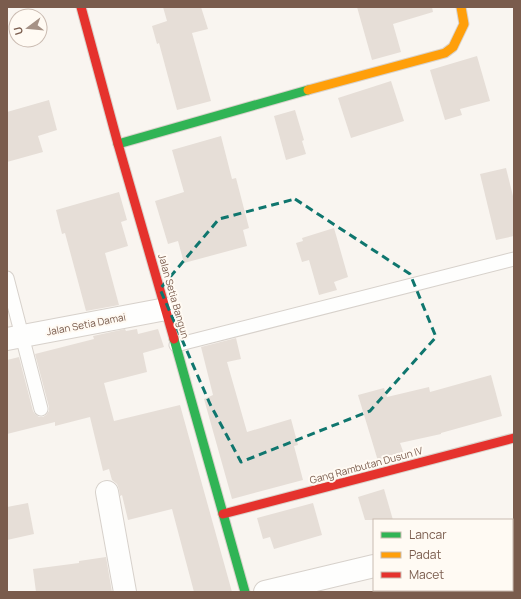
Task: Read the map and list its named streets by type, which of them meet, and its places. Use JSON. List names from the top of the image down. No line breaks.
{"streets":{"street":["Jalan Setia Bangun","Jalan Setia Damai","Gang Rambutan Dusun IV"]},"crossings":[["Jalan Setia Bangun","Jalan Setia Damai"],["Jalan Setia Bangun","Gang Rambutan Dusun IV"]],"legend":["Lancar","Padat","Macet"],"north":"left"}
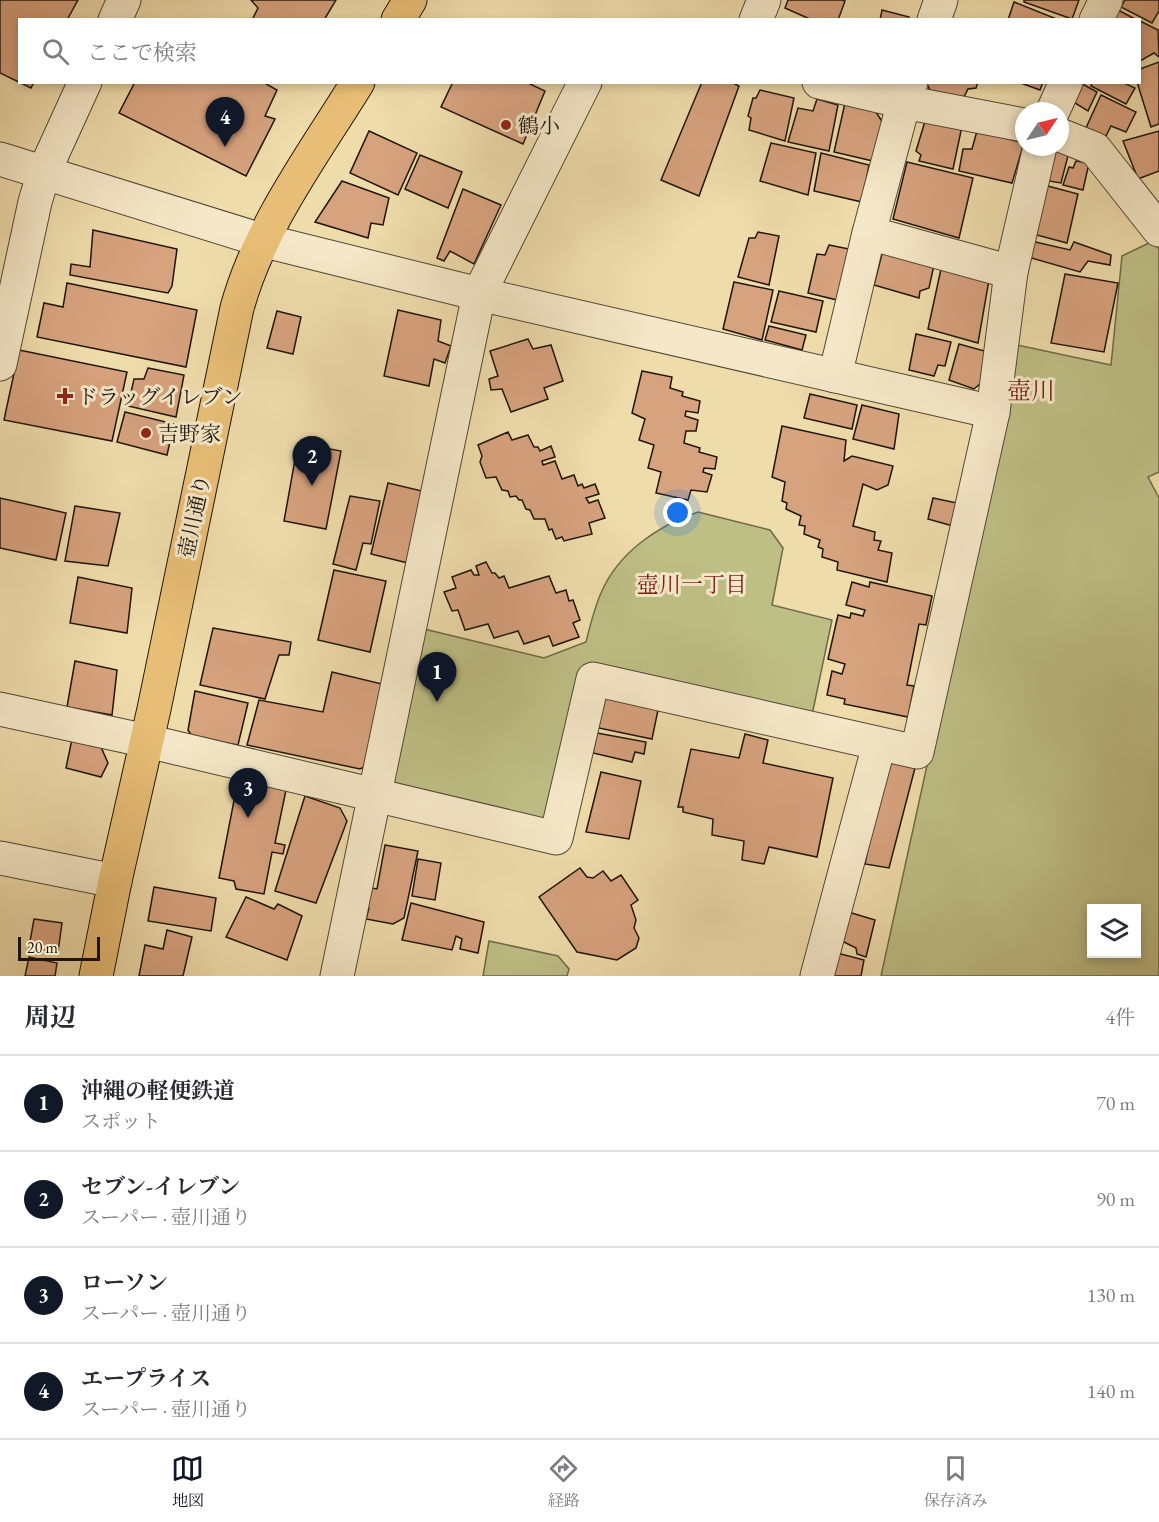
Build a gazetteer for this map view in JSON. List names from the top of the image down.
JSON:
{
  "streets": {
    "highway": ["壺川通り"]
  },
  "districts": ["壺川", "壺川一丁目"],
  "places": {
    "other": ["鶴小", "吉野家"],
    "health": ["ドラッグイレブン"]
  },
  "scale_bar": "20 m",
  "north": "top right",
  "page": {
    "search": "ここで検索",
    "pins": [
      "4",
      "2",
      "1",
      "3"
    ],
    "scale": "20 m",
    "heading": ["周辺", "4件"],
    "list": [
      {
        "mark": "1",
        "name": "沖縄の軽便鉄道",
        "note": "スポット",
        "value": "70 m"
      },
      {
        "mark": "2",
        "name": "セブン-イレブン",
        "note": "スーパー · 壺川通り",
        "value": "90 m"
      },
      {
        "mark": "3",
        "name": "ローソン",
        "note": "スーパー · 壺川通り",
        "value": "130 m"
      },
      {
        "mark": "4",
        "name": "エープライス",
        "note": "スーパー · 壺川通り",
        "value": "140 m"
      }
    ],
    "nav": ["地図", "経路", "保存済み"]
  }
}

============================================================

*What to work on*
All records above should be duplicated exactly, with the pictures omitted.

*Problem solution*
Task: Read the map and list its named streets by type, which of them meet, and its places. Use JSON. List names from the top of the image down. No line breaks.
{"streets":{"street":["Jalan Setia Bangun","Jalan Setia Damai","Gang Rambutan Dusun IV"]},"crossings":[["Jalan Setia Bangun","Jalan Setia Damai"],["Jalan Setia Bangun","Gang Rambutan Dusun IV"]],"legend":["Lancar","Padat","Macet"],"north":"left"}
Build a gazetteer for this map view in JSON. List names from the top of the image down.
JSON:
{
  "streets": {
    "highway": ["壺川通り"]
  },
  "districts": ["壺川", "壺川一丁目"],
  "places": {
    "other": ["鶴小", "吉野家"],
    "health": ["ドラッグイレブン"]
  },
  "scale_bar": "20 m",
  "north": "top right",
  "page": {
    "search": "ここで検索",
    "pins": [
      "4",
      "2",
      "1",
      "3"
    ],
    "scale": "20 m",
    "heading": ["周辺", "4件"],
    "list": [
      {
        "mark": "1",
        "name": "沖縄の軽便鉄道",
        "note": "スポット",
        "value": "70 m"
      },
      {
        "mark": "2",
        "name": "セブン-イレブン",
        "note": "スーパー · 壺川通り",
        "value": "90 m"
      },
      {
        "mark": "3",
        "name": "ローソン",
        "note": "スーパー · 壺川通り",
        "value": "130 m"
      },
      {
        "mark": "4",
        "name": "エープライス",
        "note": "スーパー · 壺川通り",
        "value": "140 m"
      }
    ],
    "nav": ["地図", "経路", "保存済み"]
  }
}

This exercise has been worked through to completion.